"Petugas masih melakukan pendataan secara detail terkait dengan luas lahan yang terbakar, namun diprediksi lebih dari 200 hektare," kata Utari, saat dihubungi dari Lumajang, Jawa Timur, Jumat.
Menurutnya, kebakaran yang berlangsung sejak Selasa (20/10) hingga Rabu (28/10) di wilayah TNBTS tersebut menyebabkan banyak tanaman endemik kawasan Semeru yang ikut hangus terbakar.
"Beberapa tanaman endemik itu di antaranya acer, tutup, danglu, dekuren, mentingen, dan putih dada," katanya.
Bahkan kebakaran yang berlangsung sepekan lebih itu menghanguskan habitat lutung Jawa, macan tutul, dan elang Jawa, serta mengancam kehidupan satwa liar yang biasa melintas di kawasan TNBTS tersebut.
"Belum ada laporan dari petugas yang menemukan bangka satwa liar yang dilindungi di kawasan Semeru ikut terbakar. Mudah-mudahan tidak ada satwa liar yang ikut terbakar," ucapnya.
Ayu mengatakan petugas masih bersiaga dan mengawasi sejumlah lokasi kebakaran untuk mengantisipasi potensi munculnya titik api baru akibat cuaca yang panas.

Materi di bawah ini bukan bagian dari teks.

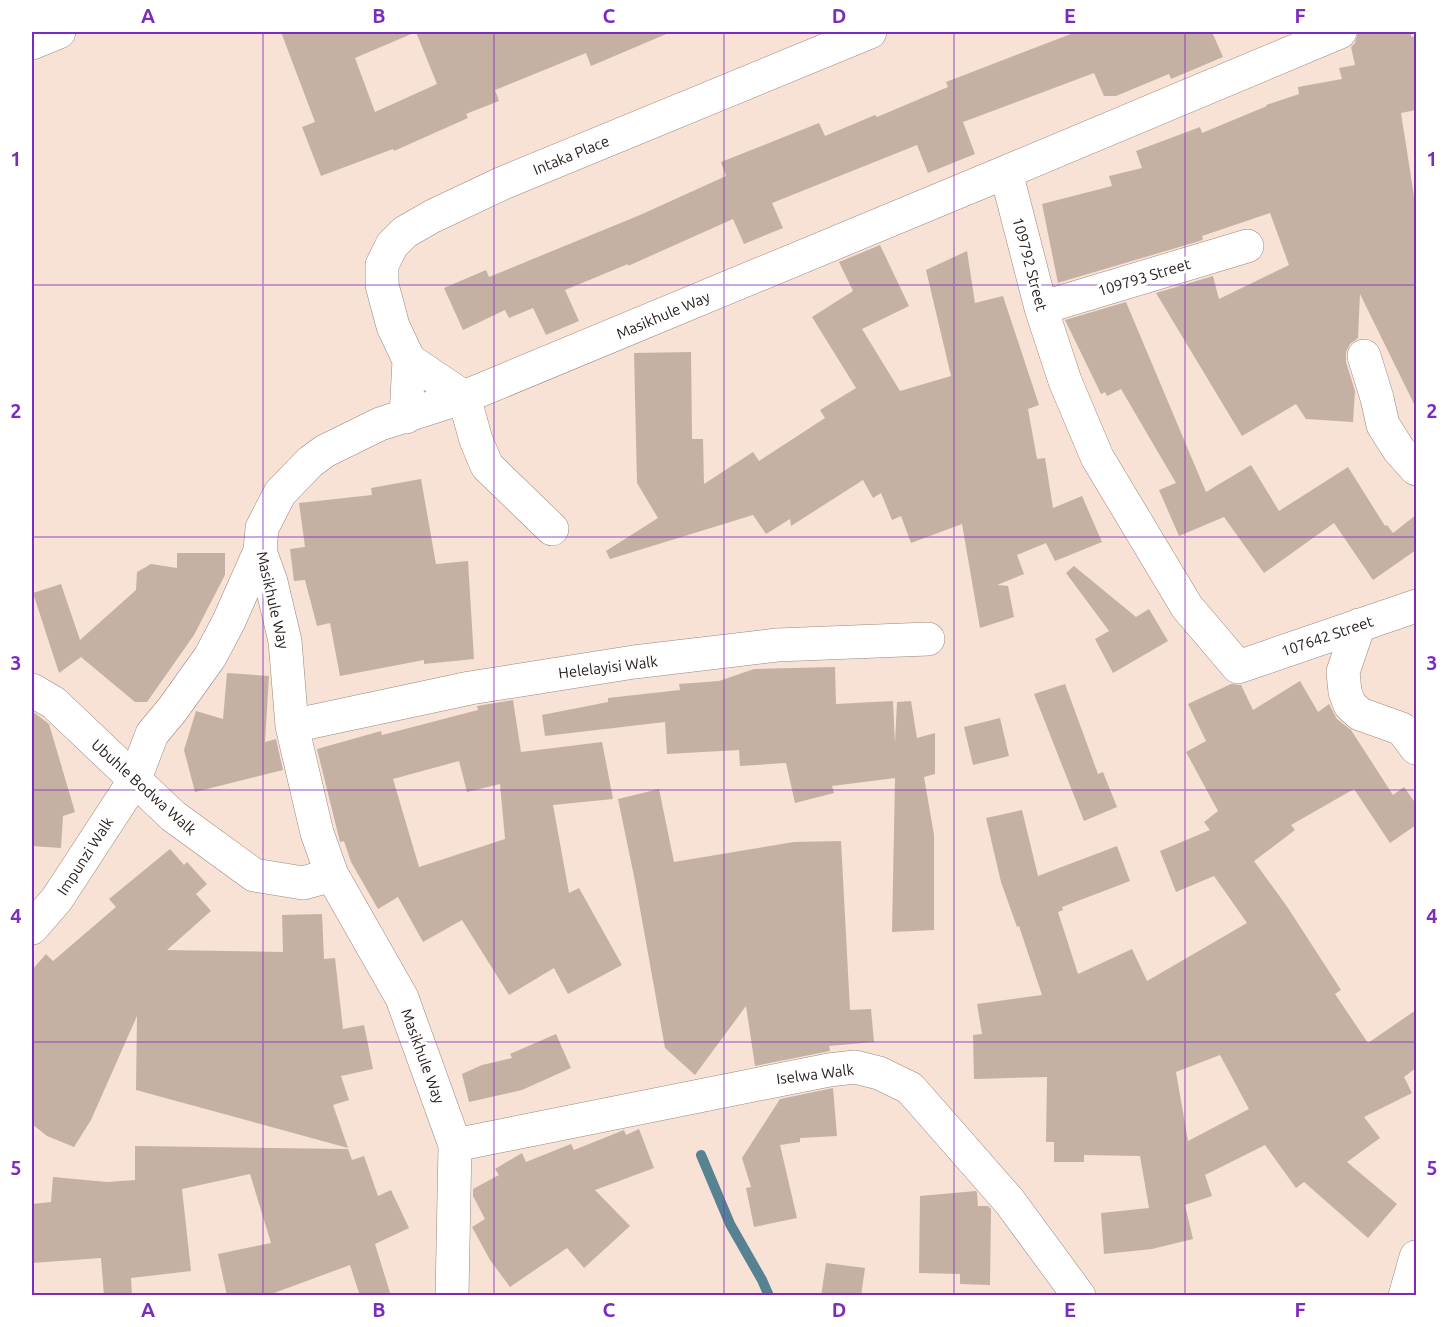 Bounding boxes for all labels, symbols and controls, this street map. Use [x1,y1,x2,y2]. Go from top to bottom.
text: A [141,4,155,27]
text: B [372,4,386,27]
text: C [603,4,616,27]
text: D [832,4,846,27]
text: E [1064,4,1076,27]
text: F [1294,4,1306,27]
street label: Intaka Place [530,132,612,178]
text: 1 [10,147,22,170]
text: 1 [1426,147,1438,170]
street label: 109792 Street [1009,215,1051,313]
street label: 109793 Street [1096,255,1193,299]
street label: Masikhule Way [614,288,712,342]
text: 2 [10,399,22,422]
text: 2 [1426,399,1438,422]
street label: Masikhule Way [253,549,293,651]
street label: 107642 Street [1279,612,1375,660]
text: 3 [10,651,22,674]
text: 3 [1426,651,1438,674]
street label: Helelayisi Walk [557,652,659,682]
street label: Ubuhle Bodwa Walk [88,736,200,839]
street label: Impunzi Walk [54,814,117,898]
text: 4 [10,904,22,927]
text: 4 [1426,904,1438,927]
street label: Masikhule Way [398,1006,448,1106]
street label: Iselwa Walk [775,1061,855,1087]
text: 5 [10,1156,22,1179]
text: 5 [1426,1156,1438,1179]
text: A [141,1298,155,1321]
text: B [372,1298,386,1321]
text: C [603,1298,616,1321]
text: D [832,1298,846,1321]
text: E [1064,1298,1076,1321]
text: F [1294,1298,1306,1321] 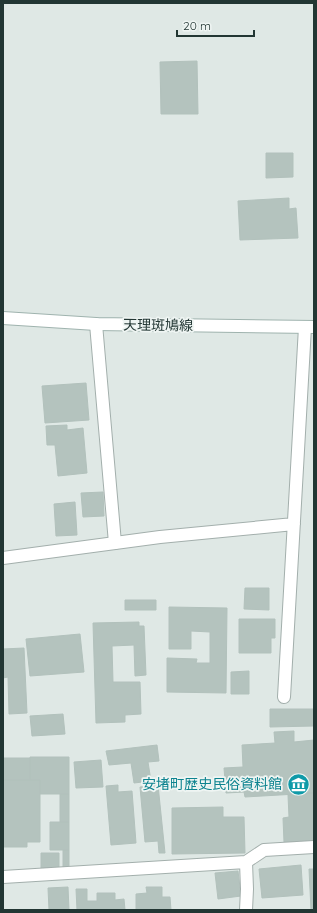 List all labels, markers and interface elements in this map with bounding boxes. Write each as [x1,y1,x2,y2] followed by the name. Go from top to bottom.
[177,12,254,38] scale bar
[183,18,211,33] text: 20 m
[123,315,193,335] street label: 天理斑鳩線
[285,771,311,797] museum icon: 安堵町歴史民俗資料館
[142,775,282,793] place label: 安堵町歴史民俗資料館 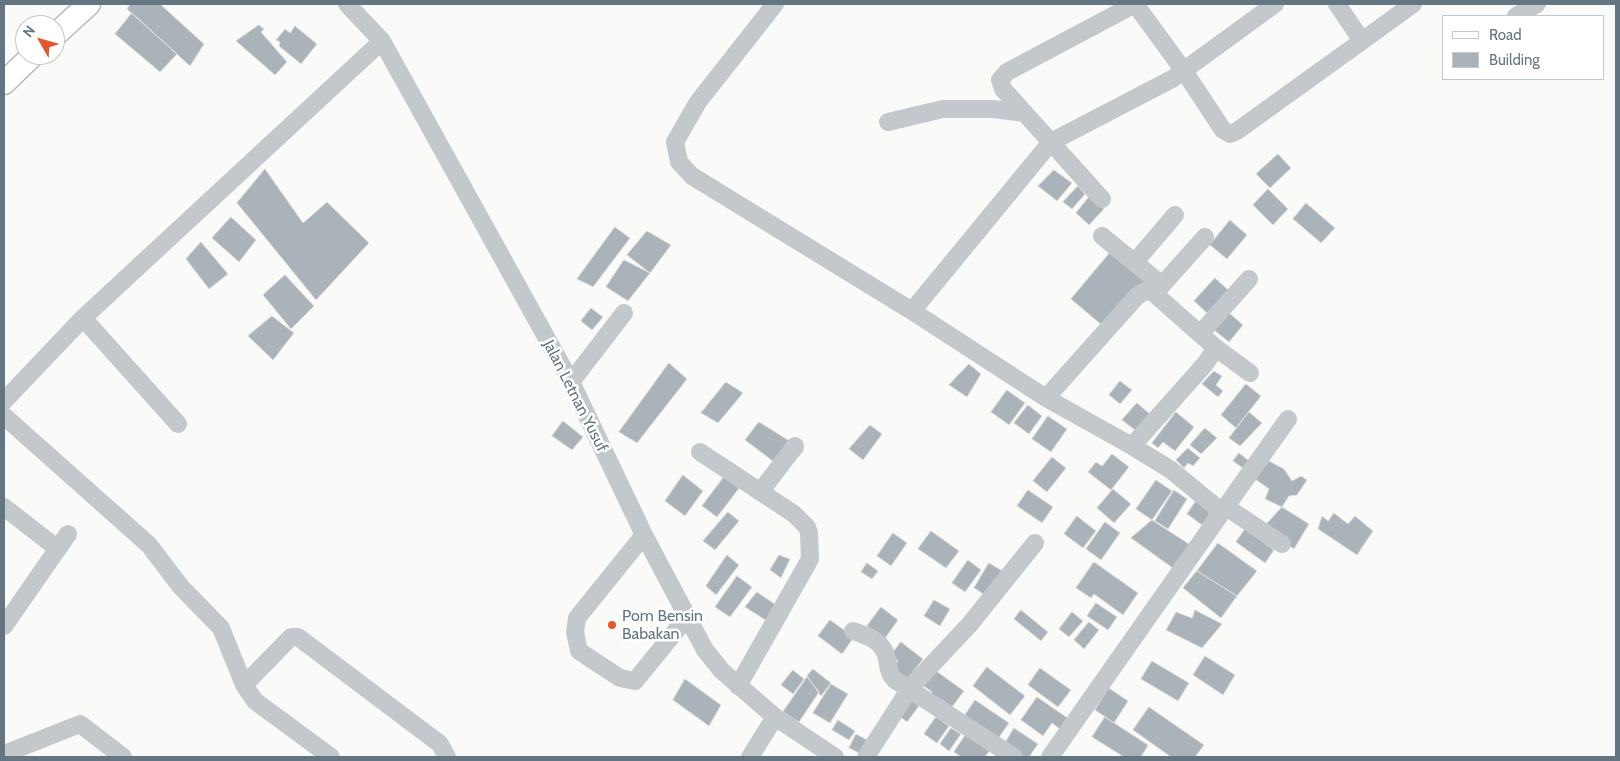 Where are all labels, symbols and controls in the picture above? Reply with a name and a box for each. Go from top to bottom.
north arrow [15,15,65,65]
legend [1442,15,1605,80]
text: N [19,22,39,41]
text: Road [1489,26,1522,44]
text: Building [1489,51,1540,69]
street label: Jalan Letnan Yusuf [539,337,611,455]
place label: Pom Bensin Babakan [622,606,703,644]
marker: Pom Bensin Babakan [606,619,618,631] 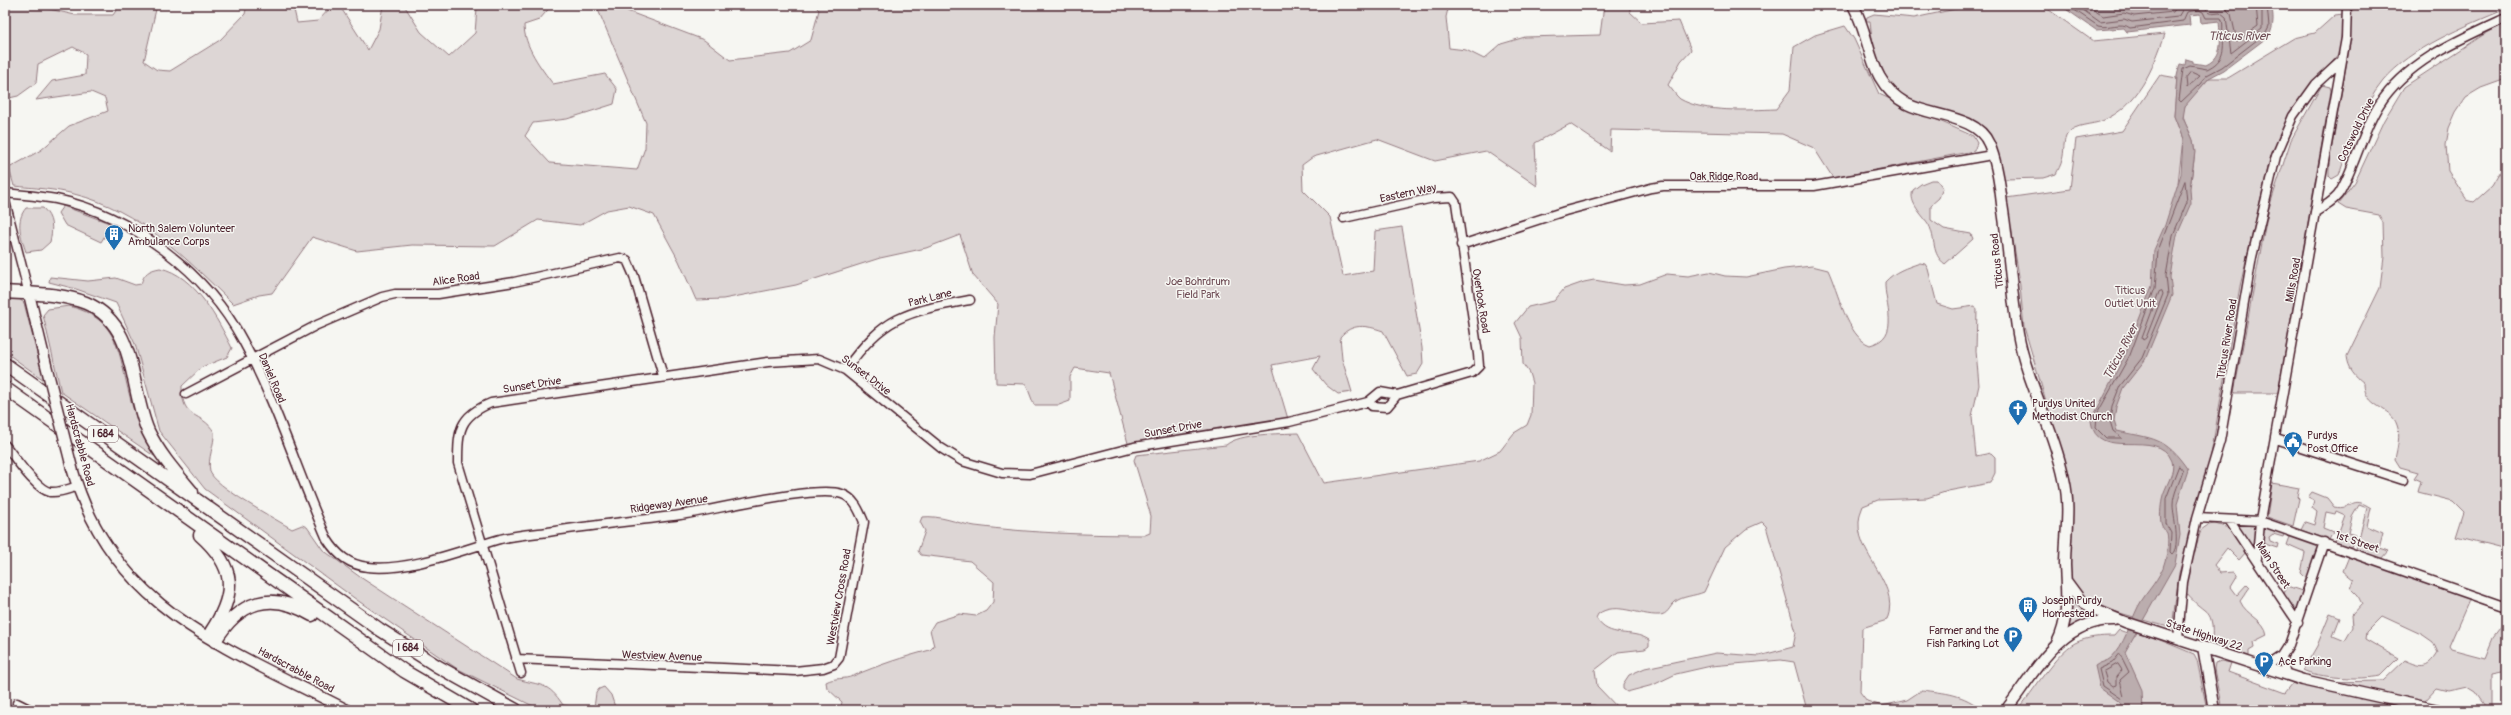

"Petugas tetap mengawasi dan berjaga-jaga apabila ada kemungkinan titik api baru di kawasan gunung tertinggi di Pulau Jawa itu," ujarnya.
Pihak TNBTS belum bisa memastikan kapan jalur pendakian Gunung Semeru akan dibuka karena masih perlu dilakukan pembersihan jalur dan sejumlah lokasi dikabarkan longsor akibat kebakaran itu.
"Kami belum bisa menyampaikan kapan jalur pendakian gunung tertinggi di Pulau Jawa kembali dibuka untuk umum, sehingga pendaki harus bersabar menunggu informasi itu," katanya.
Sementara itu, dikabarkan api kembali berkobar di kawasan Gunung Semeru di Kecamatan Pasrujambe, Kabupaten Lumajang.